Chief Justice John Roberts recently made headlines by rebuking President Trump for criticizing someone he called an “Obama judge.” The target of the President’s anger was Judge Jon S. Tigar of the United States District Court for the Northern District of California who, according to the New York Times, recently “ordered the administration to resume accepting asylum claims from migrants no matter where or how they entered the United States.” Chief Justice Roberts replied that “We do not have Obama judges or Trump judges, Bush judges or Clinton judges. What we have is an extraordinary group of dedicated judges doing their level best to do equal right to those appearing before them. That independent judiciary is something we should all be thankful for.”
Chief Justice Roberts is certainly right to praise the dedication of our federal judges and the independence of our judiciary, but he is wrong to deny that judges can, or should, be identified by the president who appointed them. Academic studies show patterns of presidential and judicial behavior which cannot be ignored.
One noteworthy pattern is the tendency of each president, regardless of party, to fill most judicial vacancies with members of his own party. An academic study of the judicial appointments of presidents from Grover Cleveland through George W. Bush showed that, on average, a president appointed a member of his own party to a judgeship 91% of the time, with no president assigning less than 82% of his appointments to members of his own party.
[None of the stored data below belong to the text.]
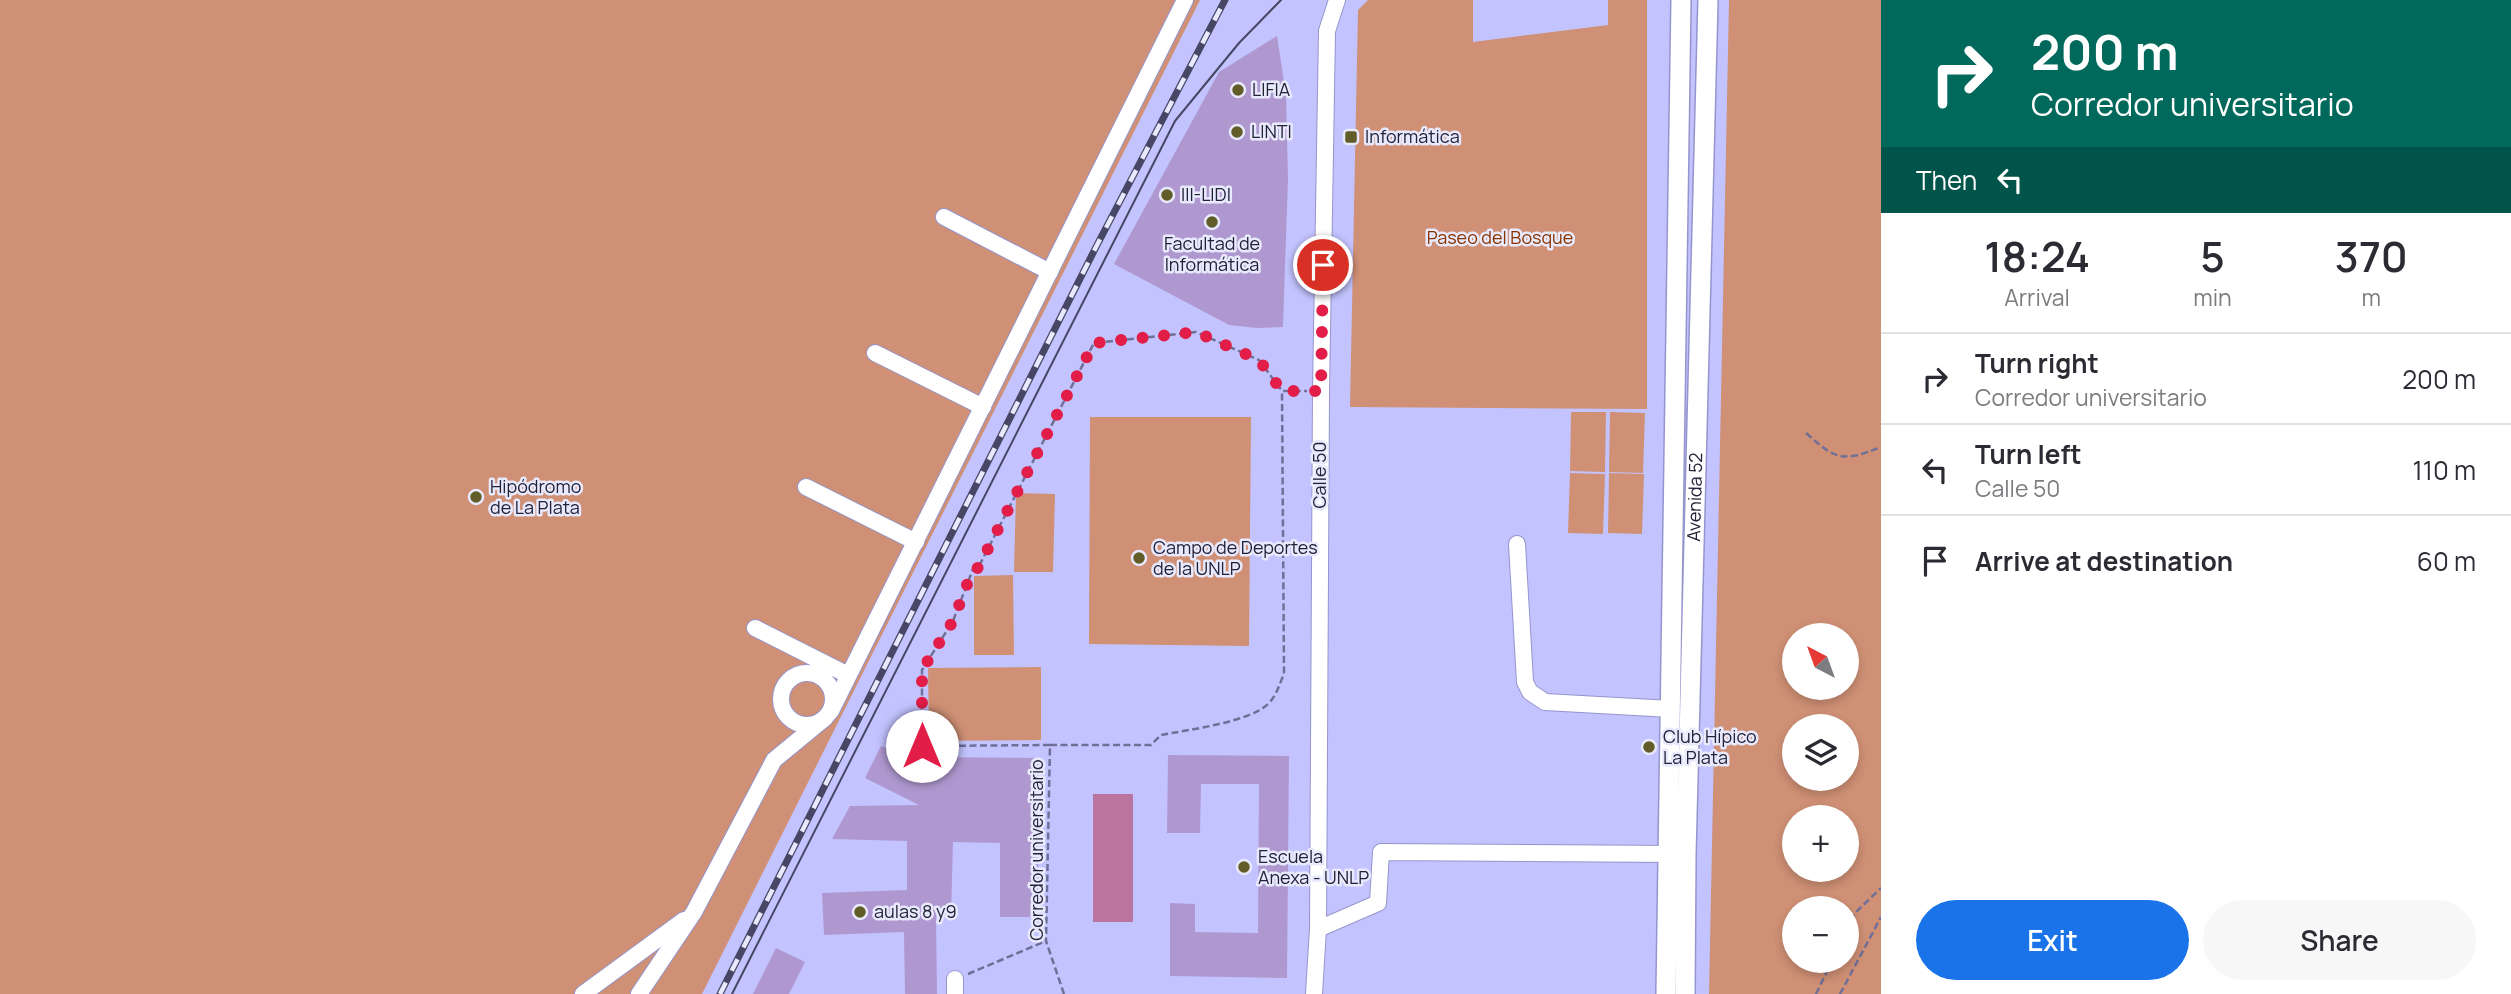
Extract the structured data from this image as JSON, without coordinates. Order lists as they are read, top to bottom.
{
  "streets": {
    "main road": ["Avenida 52"],
    "street": ["Calle 50"],
    "path": ["Corredor universitario"]
  },
  "parks": ["Paseo del Bosque"],
  "places": {
    "other": [
      "LIFIA",
      "LINTI",
      "III-LIDI",
      "Facultad de Informática",
      "Hipódromo de La Plata",
      "Campo de Deportes de la UNLP",
      "Club Hípico La Plata",
      "Escuela Anexa - UNLP",
      "aulas 8 y9"
    ],
    "transit": ["Informática"]
  },
  "north": "top left",
  "page": {
    "turn": ["200 m", "Corredor universitario"],
    "then": "Then",
    "eta": [
      "18:24",
      "Arrival",
      "5",
      "min",
      "370",
      "m"
    ],
    "list": [
      {
        "name": "Turn right",
        "note": "Corredor universitario",
        "value": "200 m"
      },
      {
        "name": "Turn left",
        "note": "Calle 50",
        "value": "110 m"
      },
      {
        "name": "Arrive at destination",
        "value": "60 m"
      }
    ],
    "map_buttons": ["+", "−"],
    "buttons": ["Exit", "Share"]
  }
}
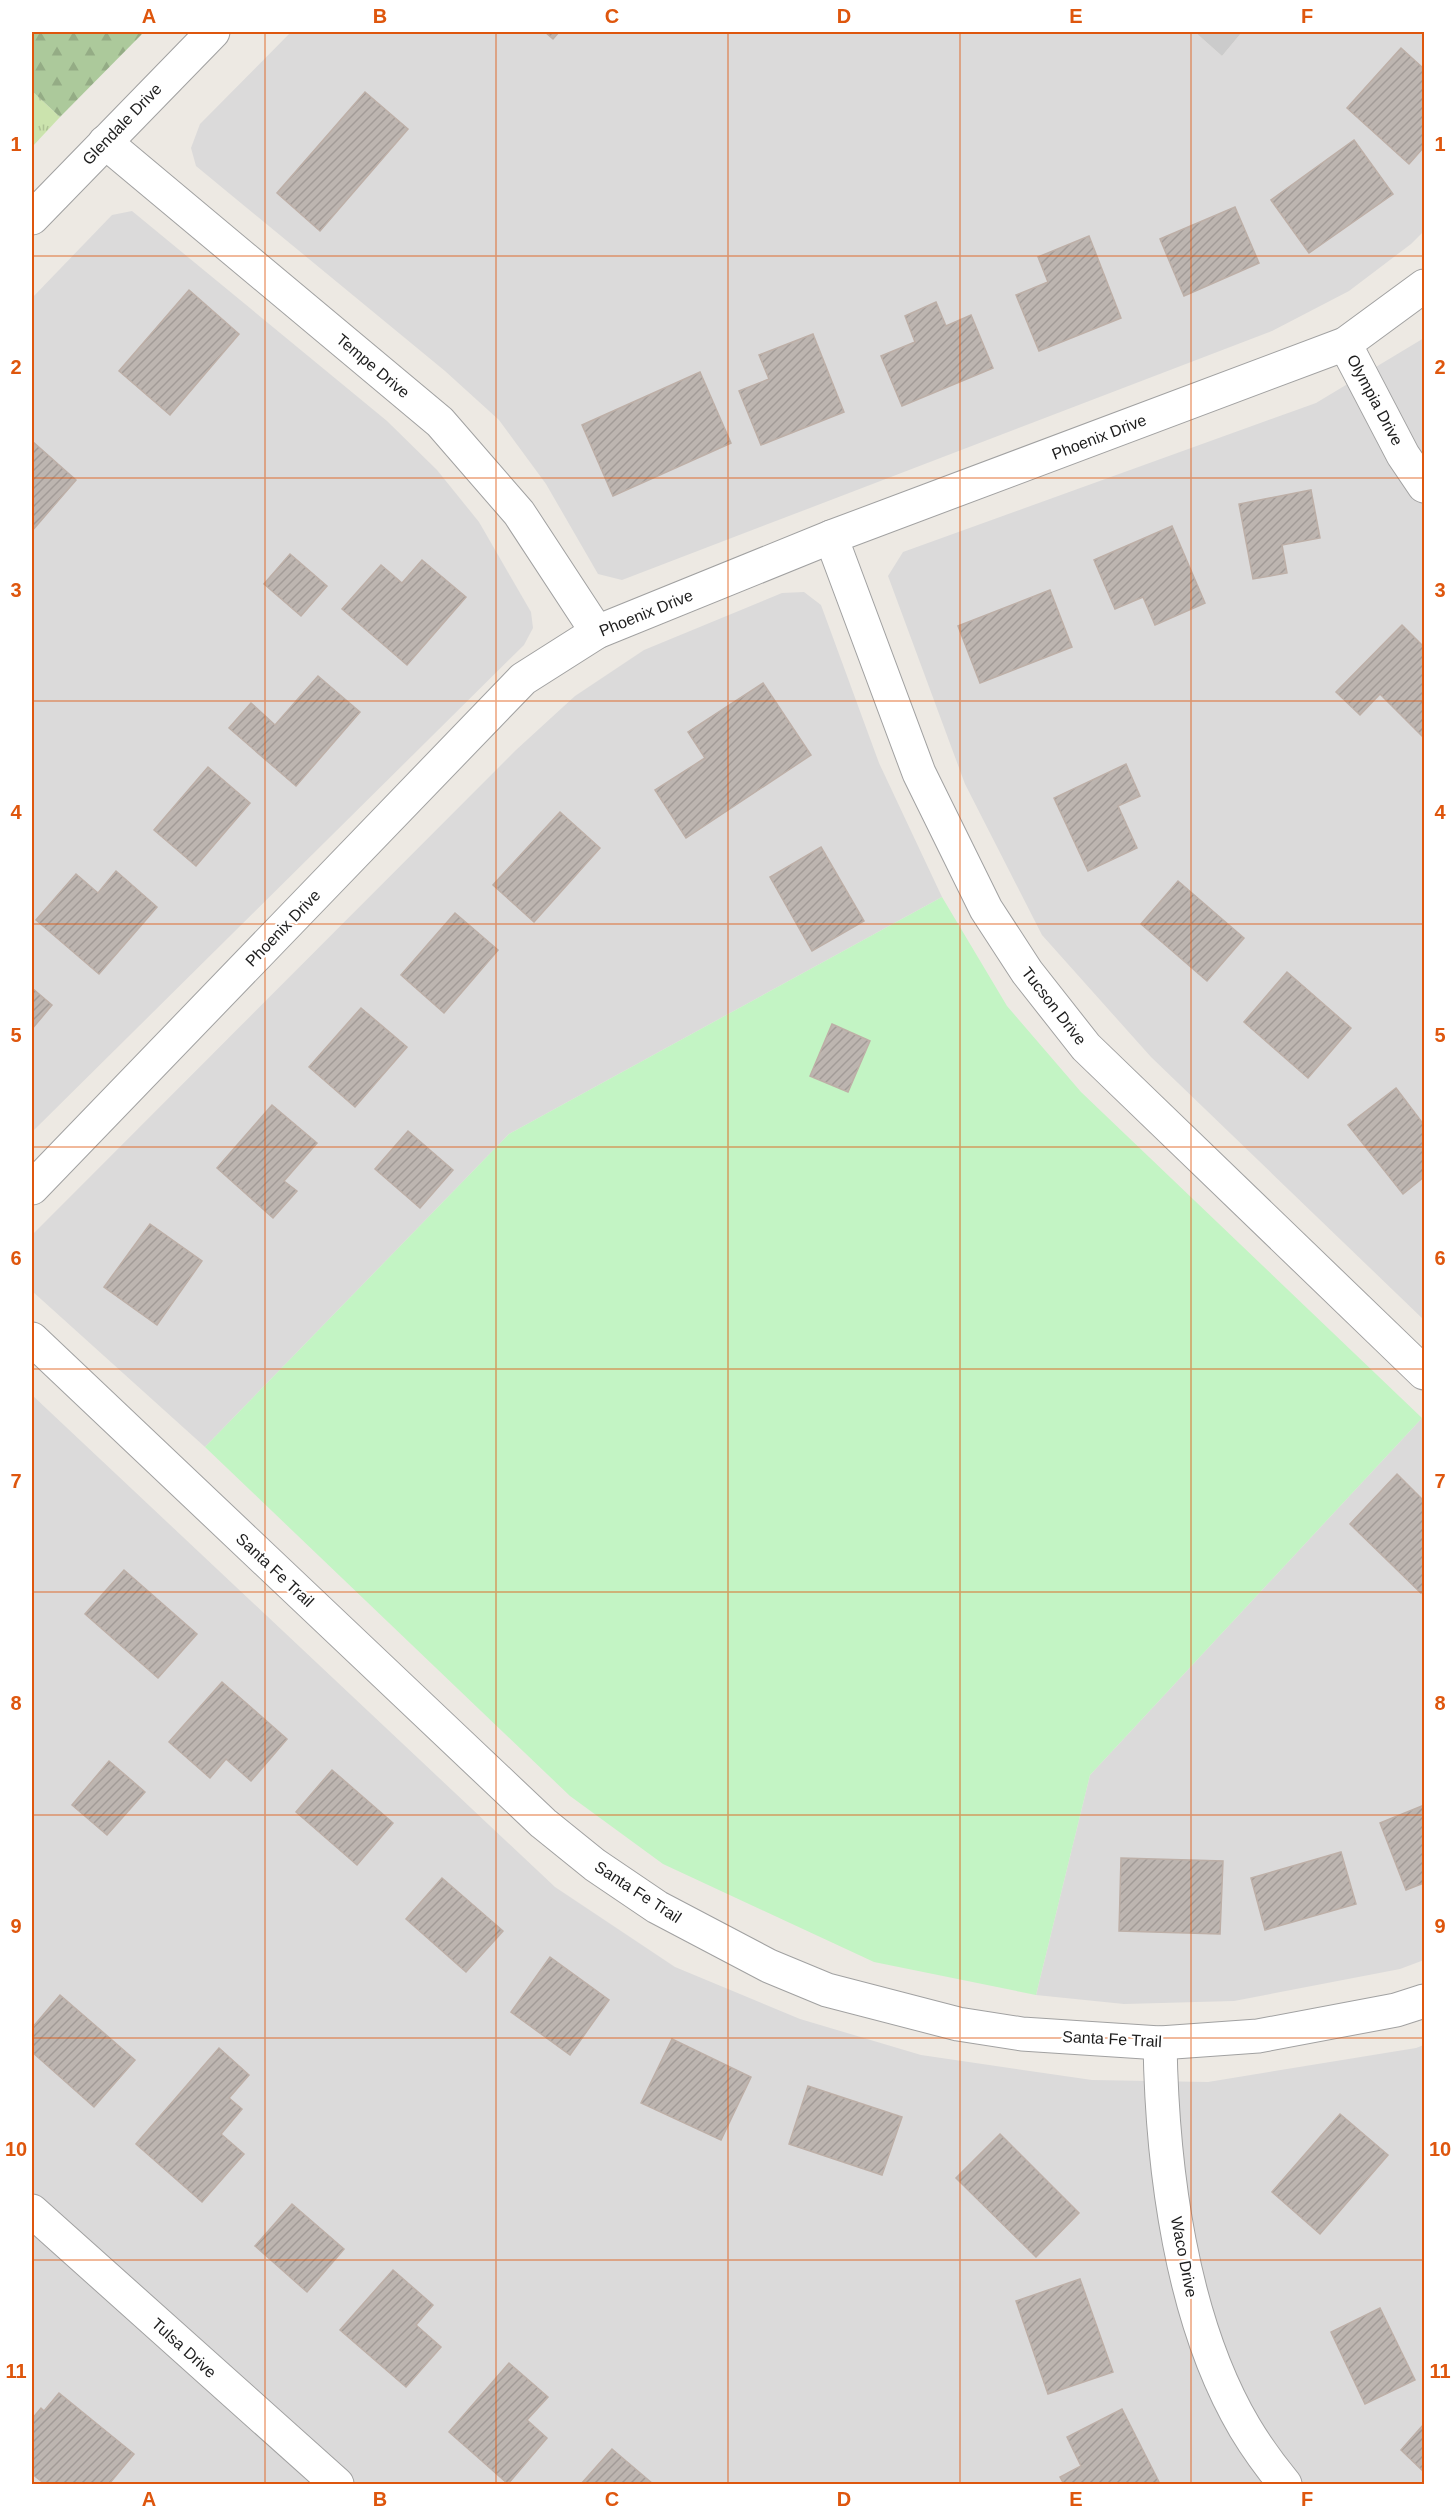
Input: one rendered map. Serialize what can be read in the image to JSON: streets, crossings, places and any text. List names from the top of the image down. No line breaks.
{"streets":{"street":["Glendale Drive","Tempe Drive","Olympia Drive","Phoenix Drive","Tucson Drive","Santa Fe Trail","Waco Drive","Tulsa Drive"]},"crossings":[["Glendale Drive","Tempe Drive"],["Tempe Drive","Phoenix Drive"],["Olympia Drive","Phoenix Drive"],["Phoenix Drive","Tucson Drive"],["Santa Fe Trail","Waco Drive"]],"grid":{"columns":["A","B","C","D","E","F"],"rows":["1","2","3","4","5","6","7","8","9","10","11"]}}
Another pattern detected by academic studies cited in an edition of a textbook I use in my Elections and Political Parties course at Tarleton is the relationship between a federal judge’s party and his decisions. Studies show that:
- Democratic judges are more likely than Republican judges to be liberal “on issues such as civil liberties, labor issues, and regulation;”
- Democratic judges are more likely to decide “in favor of the defendant in criminal cases, for the government in tax cases, for the regulatory agency in cases involving the regulation of business, and for claimants in workers’ compensation, unemployment compensation, and auto accident cases;” and
- “In recent redistricting cases, U. S. District Court judges have tended to uphold plans enacted by their party more than those enacted by the opposing party.”
Of course, these are general tendencies. For each conclusion, there may well be exceptions to the general rule. No judge takes directions from party headquarters. Nobody can predict with complete accuracy how a federal judge will rule on a particular case. Nonetheless, the bottom line is that who appoints whom to a federal judgeship may be quite important in determining how a given case may be decided, and that there may well be significant differences between an “Obama judge” or a “Clinton judge” and a “Trump judge.” Indeed, this point has been made with crystal clarity by both Hillary Clinton and Donald Trump. Secretary Clinton said, while running for president, that she would appoint nobody to the Supreme Court who might vote to overturn Roe v. Wade, while Candidate Trump said he would appoint justices who would do exactly that.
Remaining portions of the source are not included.